Rendre à la monnaie sa fonction première : Dans ce contexte qui sera celui de la post-épidémie, l’Afrique aura besoin d’une stratégie audacieuse de soutien aux PME, gage important d’un développement à la fois soutenable et inclusif ainsi que d’une large diffusion de l’innovation. Les auteurs proposent de mener une politique massive de baisse des taux créditeurs. « La Crise Covid-19 a la particularité, contrairement à celle des subprimes en 2008, d’avoir directement significativement impacté le secteur réel. Dès lors, la période qui suivra sera celle où le marché africain (et mondial) sera dans une situation de choc d’offre », expliquent-t-ils. Et d’ajouter : « si le crédit est facilement accessible, le continent ne serait pas à l’abri d’un épisode sévère d’inflation et de pénurie. Autrement dit, la situation actuelle appelle une réconciliation entre l’approche keynésienne (la monnaie comme un des instruments clé permettant le retour d’une économie à l’équilibre macroéconomique) et une approche plus classique orientée vers le soutien de l’offre ».

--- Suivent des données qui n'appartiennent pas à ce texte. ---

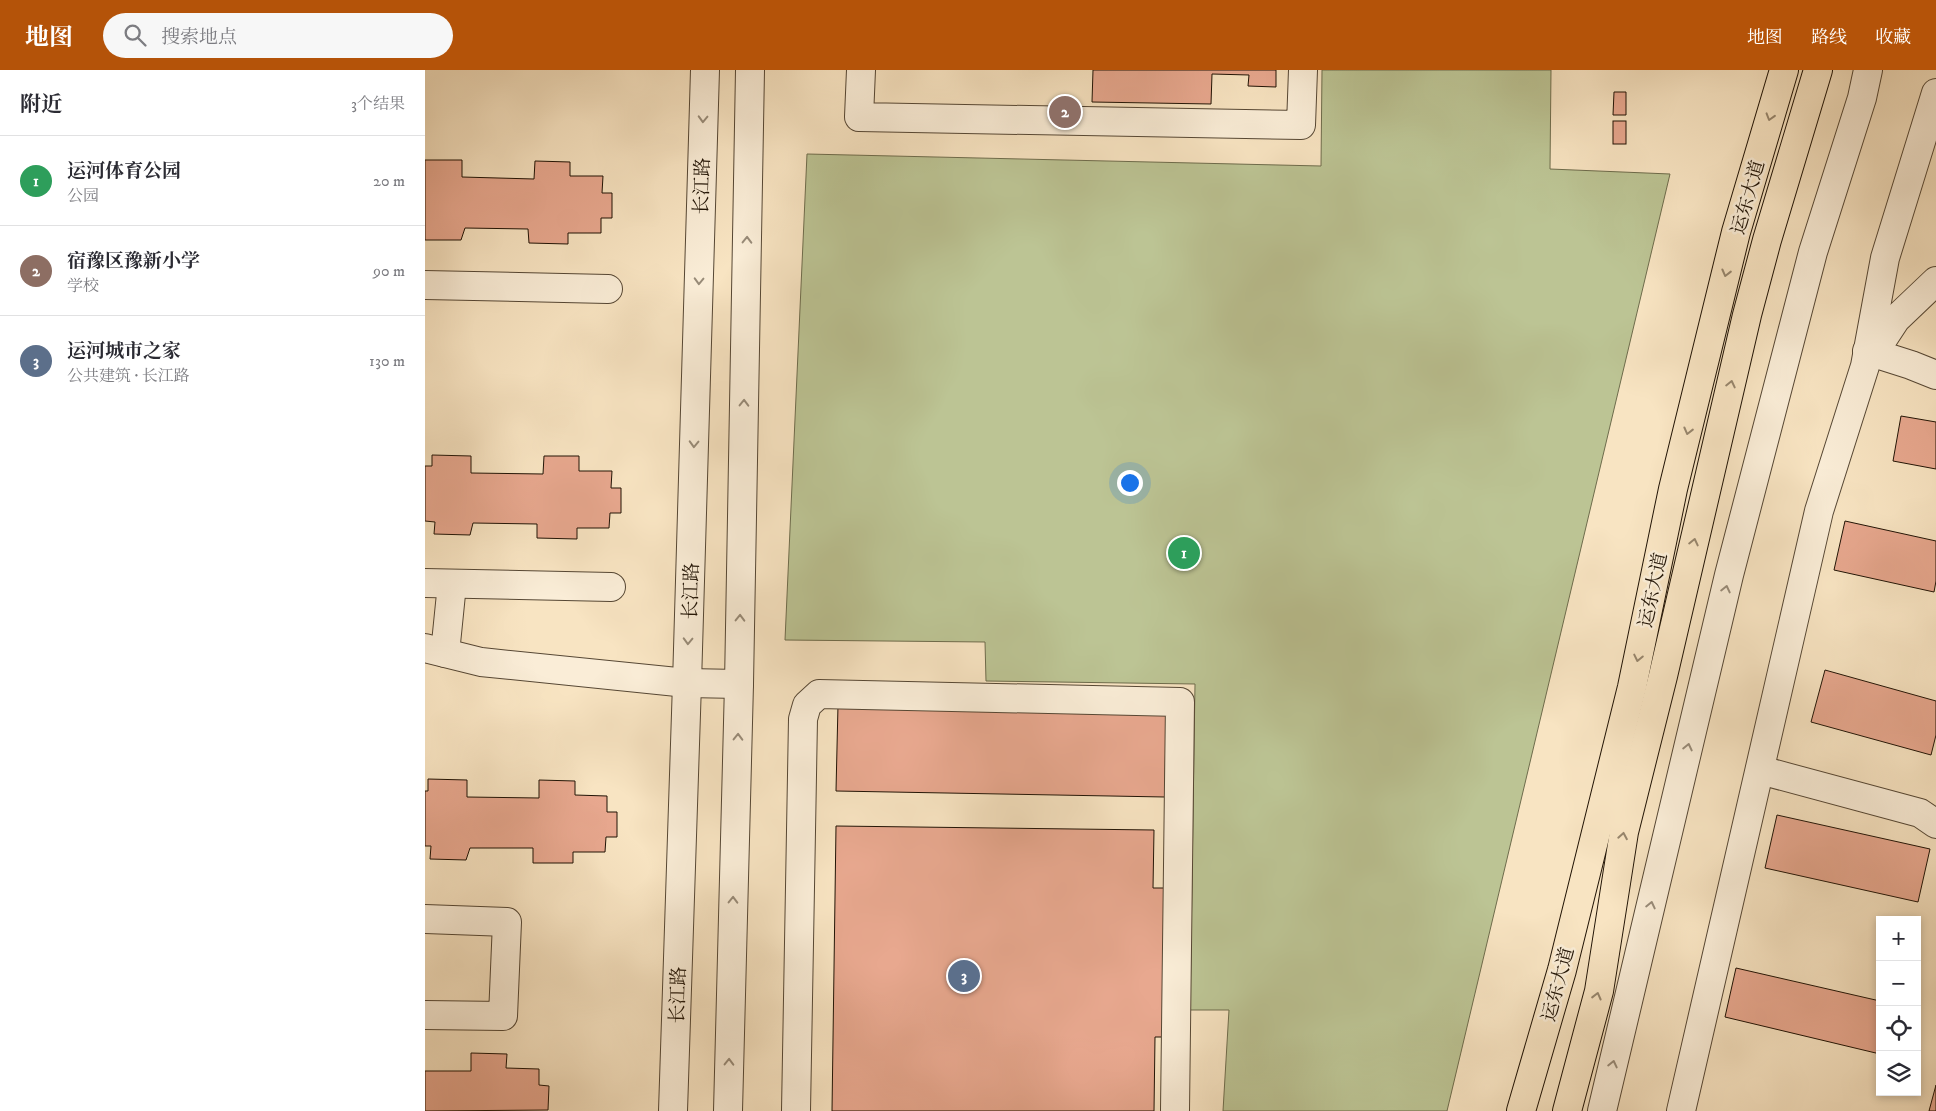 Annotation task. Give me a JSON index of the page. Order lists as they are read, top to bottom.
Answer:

Une politique budgétaire décomplexée : A la question de savoir les choix éventuels à effectuer en matière de dépenses publiques dans le moyen terme (post Covid-19), il semble essentiel pour le continent de maintenir voire de renforcer les importants efforts d’investissement entrepris depuis quelques années. Pour le continent dans son ensemble, la part de l’investissement dans la création de richesse augmente de plus en plus. (Dès lors, arbitrer dans la politique budgétaire en défaveur des investissements pourraient entrainer un ralentissement plus sévère et durable de la croissance économique africaine, voire la replonger dans une « décennie perdue ».
Mode de financement : Le premier levier est relatif aux politiques monétaires expansives des banques centrales dans les économies avancées. La Réserve Fédérale Américaine annonce être prête à injecter des montants très importants (en trillions de dollars) pour aider à fluidifier le marché financier, surtout dans sa composante de financement à court terme et d’autres mesures d’assouplissement ne sont pas exclues. La Banque Centrale Européenne, quant à elle, renforce le fonds dédié à l’achat de bons émis par les trésors publics de la zone (e.g. Italie) et augmenté les prêts bon marché qu’elle accorde aux banques. Sans être exhaustifs, ces deux exemples montrent que le marché financier international sera suffisamment provisionné en liquidités créant ainsi les conditions pour un (dollar ou euro) carry trade sur le marché international des capitaux. De telles disponibilités en capitaux permettront aux économies en développement un accès (à un coût raisonnable) aux capitaux pour soutenir leurs activités économiques.
Le second levier consiste en le soutien que les banques centrales pourraient apporter aux Etats dans leurs efforts d’investissement.
Un levier s’avère aussi être la marge de manœuvre des États qui doit être exceptionnellement élargie. En d’autres termes, pour les économies membres d’une union monétaire ou en programme sous conditionnalité avec une institution multilatérale les circonstance actuelles. Plus clairement, les critères de convergence imposés aux États de l’UEMOA devraient faire l’objet d’une suspension et permettre aux États des niveaux de déficit primaire supérieurs aux 3% et un endettement qu’on pourrait fixer à plus de 80% pour une période donnée.